Aside from the fears of algorithms getting out of hand – Wikipedia’s bot wars could be seen as an early sign of this – there are some, maybe more immediate, negative consequences to their application, which need to be addressed. Firstly, algorithms can further perpetrate existing societal biases. In its investigation of Northpointe’s algorithm for offender risk-assessment used in the United States’ judiciary system, ProPublica, an investigative journalism organisation, demonstrated that it was biased against black people. “Black defendants with a low risk of reoffending were more likely than white ones to be labeled as high risk” as reported by the Financial Times. Often these biases arise because the training data needed to develop ML algorithms are biased. Whatever the reason, these biases need to be addressed, as their impact is intolerable and hugely problematic. Moreover, it raises the question of how should algorithms be held to account for the decisions they have made, especially when they lead to negative consequences such as discrimination. Secondly, the inherent ‘black-box’ nature of algorithms, particularly in deep and reinforcement learning, makes it almost impossible to understand why an algorithm produced the results it did. This further emphasises the importance developing algorithmic accountability.

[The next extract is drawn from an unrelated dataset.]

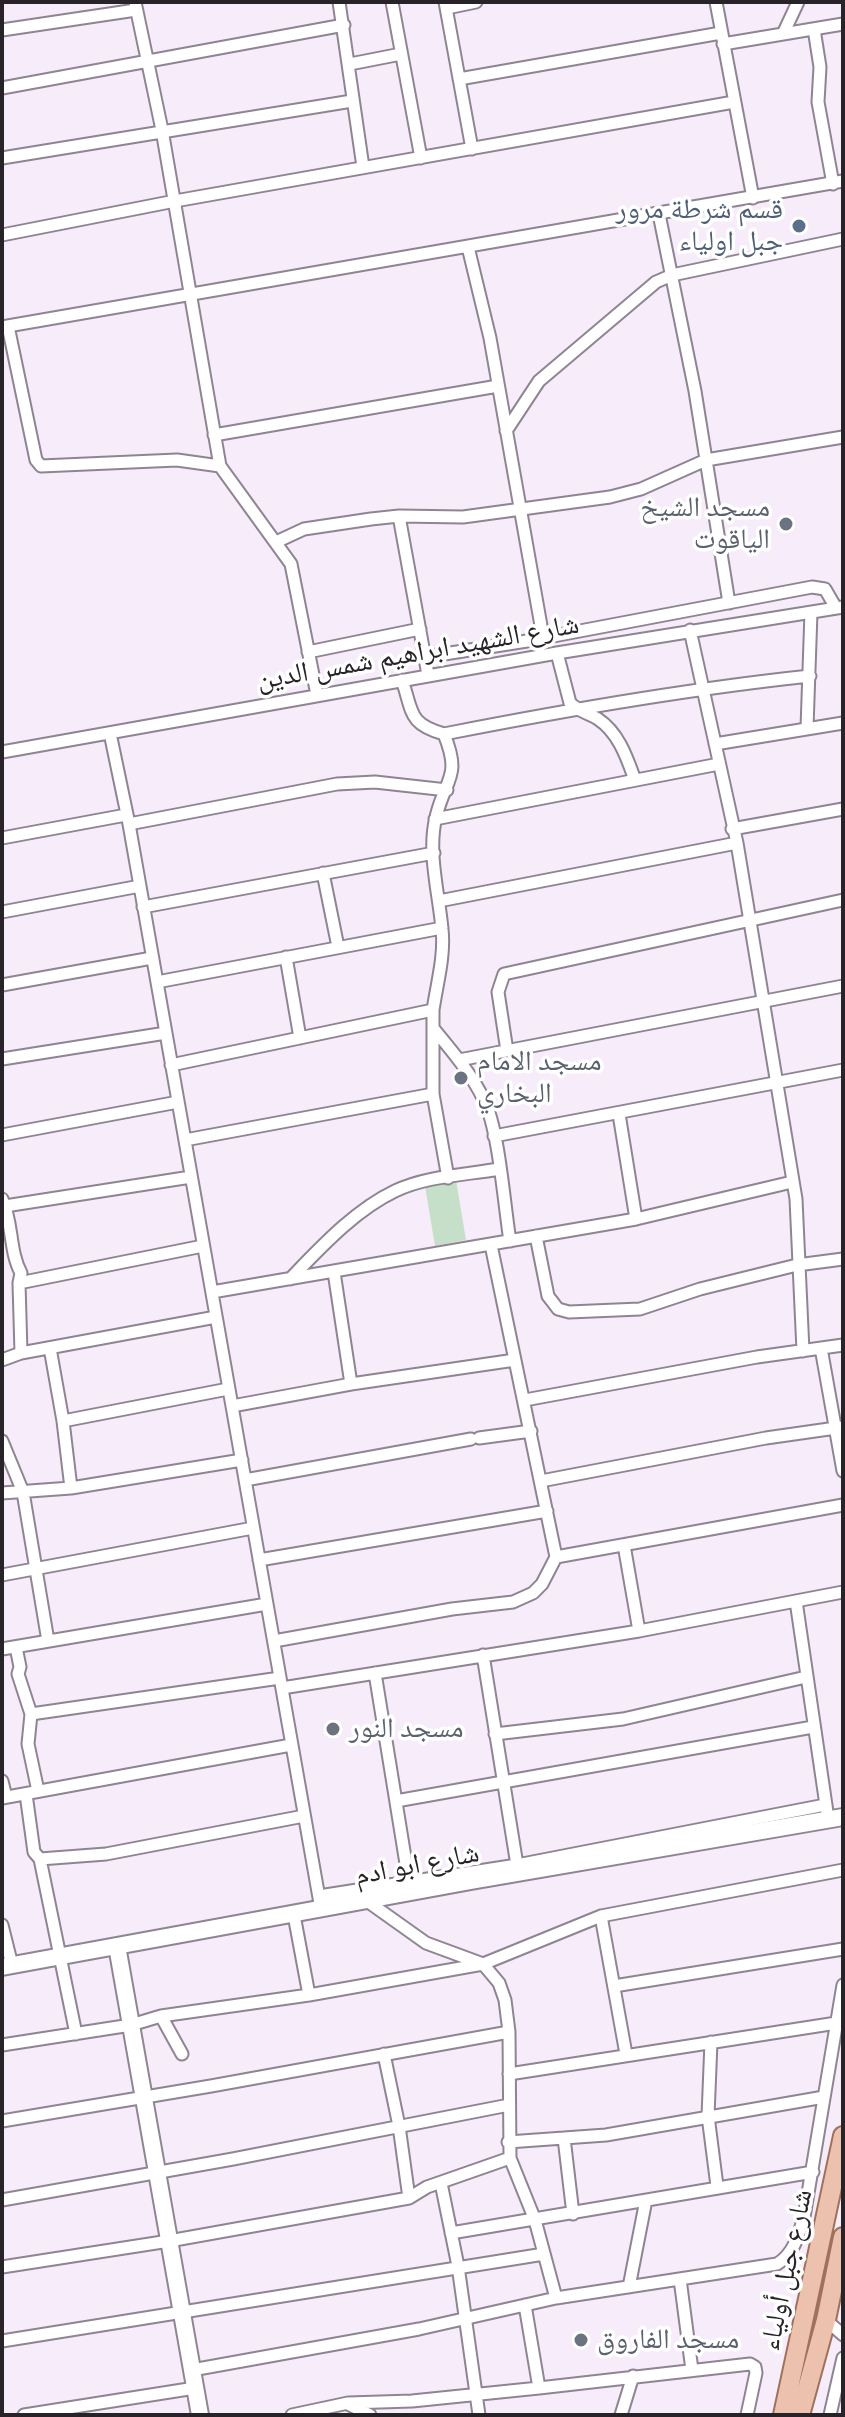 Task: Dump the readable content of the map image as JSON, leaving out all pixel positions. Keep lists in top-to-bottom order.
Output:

Several initiatives emerging from academia, the private sector or sometimes governments around the world have tried to address these issues. Researchers from the US, Chili and the UK co-authored Principles for Accountable Algorithms, which outlines a viable route for the creation of algorithmic accountability. The British Academy and Royal Society are currently researching issues surrounding data ethics and governance and will also cover issues around AI. The Leverhulme Centre for the Future of Artificial Intelligence is currently running a series of nine projects on the nature and impact of AI.

The government has a crucial role to play in the debate about the challenges posed by algorithms in decision-making. It will need think very carefully about these issues and think about how it will address them without creating unnecessary regulatory burdens which could stifle innovation.